Plötzlich wandte sich mein Vater zu mir. Er lächelte ein gütiges, sehr jugendliches Lächeln, wie damals, als er im Garten Ellita den Handschuh aufhob. »Na«, sagte er, »dir ist wohl auch ein bißchen trüb zumute?« Ich wunderte mich über das »auch«. Er lachte: »Ja, das verstehn sie alle famos, hinter sich so – so 'ne Leere zu lassen – ha – ha. Das haben sie so an sich.« Er knallte mit der Peitsche. »Da bleibt nun nichts anderes übrig, als sich fleißig an die Studien zu machen.« Der Anfang der Betrachtung war hübsch gewesen und hatte mich gerührt. Schade, daß der Schluß so trivial war!

Faul und mißmutig ging ich einige Tage umher. Ich war traurig, aber ohne sentimentalen Genuß. Wenn ich daran dachte, daß dort, wo die Mädchen – die anderen waren, das Leben bunt und ereignisvoll weiterging und ich das alles versäumte, dann bekam ich Wutanfälle und schlug mit dem Spazierstock den Georginen die dicken roten Köpfe ab. Meinen Vater sah ich wenig. Zu den Mahlzeiten war er oft abwesend oder aß in seinem Zimmer. Wenn wir uns begegneten, sah er mich fremd und zerstreut an und fragte höflich: »Nun – wie geht es?« Auch er begann uninteressant zu werden.

In einer Nacht hörte ich wieder Margusch unten im Park singen. Ich konnte nicht schlafen. Eine quälende Unruhe warf mich im Bette hin und her. So in der finstern Stille nahm alles, was ich erlebt hatte, und alles, was kommen sollte, eine wunderliche, feindselige Bedeutung an.
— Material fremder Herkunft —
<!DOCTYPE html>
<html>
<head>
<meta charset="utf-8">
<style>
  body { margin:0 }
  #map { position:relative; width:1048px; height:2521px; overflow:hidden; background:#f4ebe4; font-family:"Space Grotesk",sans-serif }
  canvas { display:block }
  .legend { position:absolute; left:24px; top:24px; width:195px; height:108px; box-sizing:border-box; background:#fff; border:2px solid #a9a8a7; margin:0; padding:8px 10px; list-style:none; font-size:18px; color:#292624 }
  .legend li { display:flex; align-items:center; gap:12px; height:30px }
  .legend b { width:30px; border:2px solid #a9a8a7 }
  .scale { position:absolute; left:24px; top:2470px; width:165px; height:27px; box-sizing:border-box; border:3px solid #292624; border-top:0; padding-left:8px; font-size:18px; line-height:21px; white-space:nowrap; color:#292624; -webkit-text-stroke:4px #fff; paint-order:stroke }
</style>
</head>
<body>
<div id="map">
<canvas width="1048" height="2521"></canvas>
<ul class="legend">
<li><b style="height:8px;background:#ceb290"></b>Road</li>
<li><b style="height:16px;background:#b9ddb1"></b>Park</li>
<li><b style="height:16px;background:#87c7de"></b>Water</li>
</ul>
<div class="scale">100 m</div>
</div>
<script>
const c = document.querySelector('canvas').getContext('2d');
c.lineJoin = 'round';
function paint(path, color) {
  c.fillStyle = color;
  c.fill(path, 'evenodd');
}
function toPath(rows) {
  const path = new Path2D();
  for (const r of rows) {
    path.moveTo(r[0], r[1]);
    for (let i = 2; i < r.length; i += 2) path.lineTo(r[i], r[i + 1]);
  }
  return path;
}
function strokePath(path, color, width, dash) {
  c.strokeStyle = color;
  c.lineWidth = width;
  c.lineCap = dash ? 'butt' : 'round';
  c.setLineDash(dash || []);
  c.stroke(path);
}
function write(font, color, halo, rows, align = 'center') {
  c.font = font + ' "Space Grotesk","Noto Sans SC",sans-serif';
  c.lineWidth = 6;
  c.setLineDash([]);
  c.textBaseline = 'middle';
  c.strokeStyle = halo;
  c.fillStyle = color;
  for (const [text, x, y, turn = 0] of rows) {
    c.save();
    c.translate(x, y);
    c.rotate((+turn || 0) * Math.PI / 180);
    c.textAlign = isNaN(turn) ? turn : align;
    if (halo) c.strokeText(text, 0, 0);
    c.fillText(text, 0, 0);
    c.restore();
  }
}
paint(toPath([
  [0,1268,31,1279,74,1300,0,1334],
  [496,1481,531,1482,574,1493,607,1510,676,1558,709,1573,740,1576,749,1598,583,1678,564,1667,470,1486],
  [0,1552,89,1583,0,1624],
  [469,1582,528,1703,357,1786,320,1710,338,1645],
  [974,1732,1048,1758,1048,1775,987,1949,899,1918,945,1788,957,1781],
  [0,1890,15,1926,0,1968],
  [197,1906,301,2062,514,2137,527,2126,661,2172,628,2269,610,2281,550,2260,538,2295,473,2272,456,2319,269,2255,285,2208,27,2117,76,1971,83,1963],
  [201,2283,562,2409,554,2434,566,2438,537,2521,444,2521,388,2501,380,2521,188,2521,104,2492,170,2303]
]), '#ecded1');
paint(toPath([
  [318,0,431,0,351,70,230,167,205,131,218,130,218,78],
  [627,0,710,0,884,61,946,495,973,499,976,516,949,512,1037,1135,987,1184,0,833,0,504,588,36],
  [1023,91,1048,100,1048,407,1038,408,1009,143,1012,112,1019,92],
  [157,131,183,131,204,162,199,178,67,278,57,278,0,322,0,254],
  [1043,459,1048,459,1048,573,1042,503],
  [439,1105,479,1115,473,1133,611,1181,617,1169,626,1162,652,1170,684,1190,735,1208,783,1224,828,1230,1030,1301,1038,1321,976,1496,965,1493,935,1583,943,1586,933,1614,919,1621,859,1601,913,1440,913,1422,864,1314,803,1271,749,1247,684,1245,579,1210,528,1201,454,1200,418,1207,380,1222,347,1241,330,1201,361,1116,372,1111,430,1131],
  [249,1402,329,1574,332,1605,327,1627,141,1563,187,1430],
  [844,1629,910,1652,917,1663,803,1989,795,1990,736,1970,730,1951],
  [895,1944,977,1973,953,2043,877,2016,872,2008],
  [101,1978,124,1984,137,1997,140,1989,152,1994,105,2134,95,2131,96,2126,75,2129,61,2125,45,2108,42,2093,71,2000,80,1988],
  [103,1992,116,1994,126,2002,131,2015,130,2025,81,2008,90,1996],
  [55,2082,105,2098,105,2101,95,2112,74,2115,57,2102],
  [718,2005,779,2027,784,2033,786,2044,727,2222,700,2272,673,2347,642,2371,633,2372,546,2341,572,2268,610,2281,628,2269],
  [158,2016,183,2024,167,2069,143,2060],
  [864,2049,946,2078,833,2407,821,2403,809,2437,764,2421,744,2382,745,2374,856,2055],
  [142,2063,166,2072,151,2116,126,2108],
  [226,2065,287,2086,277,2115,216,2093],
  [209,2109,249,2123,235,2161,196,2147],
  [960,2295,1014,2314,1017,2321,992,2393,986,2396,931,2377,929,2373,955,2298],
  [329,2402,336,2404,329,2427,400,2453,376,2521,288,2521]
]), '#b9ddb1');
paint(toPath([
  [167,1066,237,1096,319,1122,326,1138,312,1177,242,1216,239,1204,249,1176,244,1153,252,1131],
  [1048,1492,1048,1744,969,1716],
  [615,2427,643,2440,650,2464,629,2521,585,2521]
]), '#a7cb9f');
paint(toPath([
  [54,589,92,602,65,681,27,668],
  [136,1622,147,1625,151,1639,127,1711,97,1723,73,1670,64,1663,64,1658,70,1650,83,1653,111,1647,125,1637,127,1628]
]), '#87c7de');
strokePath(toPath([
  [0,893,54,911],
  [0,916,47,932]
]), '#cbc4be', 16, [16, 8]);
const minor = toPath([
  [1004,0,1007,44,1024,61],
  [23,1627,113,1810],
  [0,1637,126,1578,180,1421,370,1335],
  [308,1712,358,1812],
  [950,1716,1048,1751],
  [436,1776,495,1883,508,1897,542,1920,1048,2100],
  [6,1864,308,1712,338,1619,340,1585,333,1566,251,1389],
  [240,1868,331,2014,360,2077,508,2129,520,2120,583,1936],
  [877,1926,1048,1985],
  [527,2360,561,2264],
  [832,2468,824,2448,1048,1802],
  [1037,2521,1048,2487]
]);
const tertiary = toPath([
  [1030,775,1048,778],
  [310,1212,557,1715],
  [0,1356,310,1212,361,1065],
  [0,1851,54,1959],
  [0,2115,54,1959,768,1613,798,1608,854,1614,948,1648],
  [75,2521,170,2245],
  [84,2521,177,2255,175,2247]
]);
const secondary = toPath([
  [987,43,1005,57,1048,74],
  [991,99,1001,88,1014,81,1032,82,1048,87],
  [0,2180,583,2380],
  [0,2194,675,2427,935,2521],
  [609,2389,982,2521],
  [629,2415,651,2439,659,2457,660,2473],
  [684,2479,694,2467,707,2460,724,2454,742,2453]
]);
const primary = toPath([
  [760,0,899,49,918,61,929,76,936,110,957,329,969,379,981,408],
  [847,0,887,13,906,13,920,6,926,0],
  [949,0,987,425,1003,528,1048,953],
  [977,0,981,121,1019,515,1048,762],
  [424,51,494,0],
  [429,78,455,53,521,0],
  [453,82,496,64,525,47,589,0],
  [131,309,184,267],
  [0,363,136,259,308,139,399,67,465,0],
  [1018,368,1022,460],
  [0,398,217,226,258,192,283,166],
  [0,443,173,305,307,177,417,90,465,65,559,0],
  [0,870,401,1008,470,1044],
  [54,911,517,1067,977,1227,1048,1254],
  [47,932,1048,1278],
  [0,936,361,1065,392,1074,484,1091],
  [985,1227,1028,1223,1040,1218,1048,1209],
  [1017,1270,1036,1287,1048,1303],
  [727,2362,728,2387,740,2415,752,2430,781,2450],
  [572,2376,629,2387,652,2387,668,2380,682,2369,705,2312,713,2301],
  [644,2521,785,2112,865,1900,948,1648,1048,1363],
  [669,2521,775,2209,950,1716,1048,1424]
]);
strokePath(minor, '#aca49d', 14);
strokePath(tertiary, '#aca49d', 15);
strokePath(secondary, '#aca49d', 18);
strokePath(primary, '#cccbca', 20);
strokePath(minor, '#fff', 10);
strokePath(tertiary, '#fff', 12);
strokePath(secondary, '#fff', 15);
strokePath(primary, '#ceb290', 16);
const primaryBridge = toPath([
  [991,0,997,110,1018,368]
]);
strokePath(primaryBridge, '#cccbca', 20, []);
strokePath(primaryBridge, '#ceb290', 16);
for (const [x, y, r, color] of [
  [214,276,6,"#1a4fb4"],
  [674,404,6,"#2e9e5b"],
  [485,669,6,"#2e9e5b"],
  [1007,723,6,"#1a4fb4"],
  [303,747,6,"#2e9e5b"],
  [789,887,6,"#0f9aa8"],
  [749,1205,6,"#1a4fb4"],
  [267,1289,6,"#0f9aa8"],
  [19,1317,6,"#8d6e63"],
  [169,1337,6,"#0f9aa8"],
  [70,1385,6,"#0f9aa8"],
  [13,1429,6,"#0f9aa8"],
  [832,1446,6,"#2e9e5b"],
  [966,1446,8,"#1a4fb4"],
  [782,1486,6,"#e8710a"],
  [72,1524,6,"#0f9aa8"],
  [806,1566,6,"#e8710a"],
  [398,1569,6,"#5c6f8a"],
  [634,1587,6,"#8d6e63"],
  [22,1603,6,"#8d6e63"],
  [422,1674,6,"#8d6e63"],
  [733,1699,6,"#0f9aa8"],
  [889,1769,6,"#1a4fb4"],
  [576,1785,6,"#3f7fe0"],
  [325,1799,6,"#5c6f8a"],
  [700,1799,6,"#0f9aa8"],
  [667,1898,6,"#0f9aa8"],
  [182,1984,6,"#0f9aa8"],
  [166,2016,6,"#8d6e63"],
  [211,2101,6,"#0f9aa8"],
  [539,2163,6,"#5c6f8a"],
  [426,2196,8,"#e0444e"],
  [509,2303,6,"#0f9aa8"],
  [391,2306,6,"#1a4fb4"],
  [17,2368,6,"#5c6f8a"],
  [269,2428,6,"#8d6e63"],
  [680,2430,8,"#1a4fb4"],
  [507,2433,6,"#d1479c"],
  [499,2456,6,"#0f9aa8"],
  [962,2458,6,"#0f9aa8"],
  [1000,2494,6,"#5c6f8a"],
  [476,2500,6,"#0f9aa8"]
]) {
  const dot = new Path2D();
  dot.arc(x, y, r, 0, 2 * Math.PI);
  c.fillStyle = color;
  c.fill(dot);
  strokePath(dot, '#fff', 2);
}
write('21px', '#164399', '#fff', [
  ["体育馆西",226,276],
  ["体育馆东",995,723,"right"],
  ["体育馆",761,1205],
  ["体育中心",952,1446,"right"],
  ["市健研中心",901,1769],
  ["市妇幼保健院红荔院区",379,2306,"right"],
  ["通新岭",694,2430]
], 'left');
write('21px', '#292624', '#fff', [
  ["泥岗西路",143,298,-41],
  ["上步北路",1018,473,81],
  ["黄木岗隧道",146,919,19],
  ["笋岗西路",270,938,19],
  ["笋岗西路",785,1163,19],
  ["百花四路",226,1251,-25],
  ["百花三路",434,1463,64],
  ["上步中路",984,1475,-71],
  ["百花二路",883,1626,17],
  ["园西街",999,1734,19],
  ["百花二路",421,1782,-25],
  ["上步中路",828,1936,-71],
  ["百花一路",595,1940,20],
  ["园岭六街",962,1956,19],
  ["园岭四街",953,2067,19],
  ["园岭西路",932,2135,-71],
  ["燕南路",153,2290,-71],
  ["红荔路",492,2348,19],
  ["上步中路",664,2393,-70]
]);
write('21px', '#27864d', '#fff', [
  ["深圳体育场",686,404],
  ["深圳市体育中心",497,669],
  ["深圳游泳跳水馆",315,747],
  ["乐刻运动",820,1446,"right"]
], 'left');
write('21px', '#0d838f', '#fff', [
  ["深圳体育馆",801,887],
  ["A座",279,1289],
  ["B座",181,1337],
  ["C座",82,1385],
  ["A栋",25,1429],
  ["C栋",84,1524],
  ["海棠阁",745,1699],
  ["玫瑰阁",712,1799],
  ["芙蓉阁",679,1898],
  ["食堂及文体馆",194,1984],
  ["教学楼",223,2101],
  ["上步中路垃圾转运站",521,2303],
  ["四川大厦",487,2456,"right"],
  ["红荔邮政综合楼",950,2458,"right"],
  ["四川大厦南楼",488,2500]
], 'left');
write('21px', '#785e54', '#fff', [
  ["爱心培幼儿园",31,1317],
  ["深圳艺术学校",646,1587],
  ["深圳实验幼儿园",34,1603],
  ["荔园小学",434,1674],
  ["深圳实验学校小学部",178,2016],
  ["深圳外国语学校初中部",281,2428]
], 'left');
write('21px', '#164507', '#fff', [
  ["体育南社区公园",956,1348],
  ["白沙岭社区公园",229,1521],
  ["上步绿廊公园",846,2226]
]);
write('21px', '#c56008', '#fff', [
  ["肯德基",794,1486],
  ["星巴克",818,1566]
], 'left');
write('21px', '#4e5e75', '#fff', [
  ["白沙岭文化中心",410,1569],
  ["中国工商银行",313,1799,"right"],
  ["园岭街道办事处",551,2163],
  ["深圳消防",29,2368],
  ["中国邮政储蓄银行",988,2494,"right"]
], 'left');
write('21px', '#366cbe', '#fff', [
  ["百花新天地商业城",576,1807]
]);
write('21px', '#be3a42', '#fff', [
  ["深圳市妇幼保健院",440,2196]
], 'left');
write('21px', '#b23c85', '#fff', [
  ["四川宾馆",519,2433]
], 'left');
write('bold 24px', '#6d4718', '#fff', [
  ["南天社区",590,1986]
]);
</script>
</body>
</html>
Das Leben schien mir dann ein gefährliches, riskiertes Unternehmen, das wenig Freude bereitet und doch schmerzhaft auf Freuden warten läßt.

Die Nacht atmete schwül durch das geöffnete Fenster herein. Das Rai-rai-rah klang aus der Dunkelheit eintönig und beruhigt herüber, beruhigt, als wiederholte es beständig: »Es kommt ja doch nichts mehr.«

Es wurde mir unerträglich, dem zuzuhören. Ich kleidete mich an und stieg zum Fenster hinaus, um dem Gesange nachzugehn.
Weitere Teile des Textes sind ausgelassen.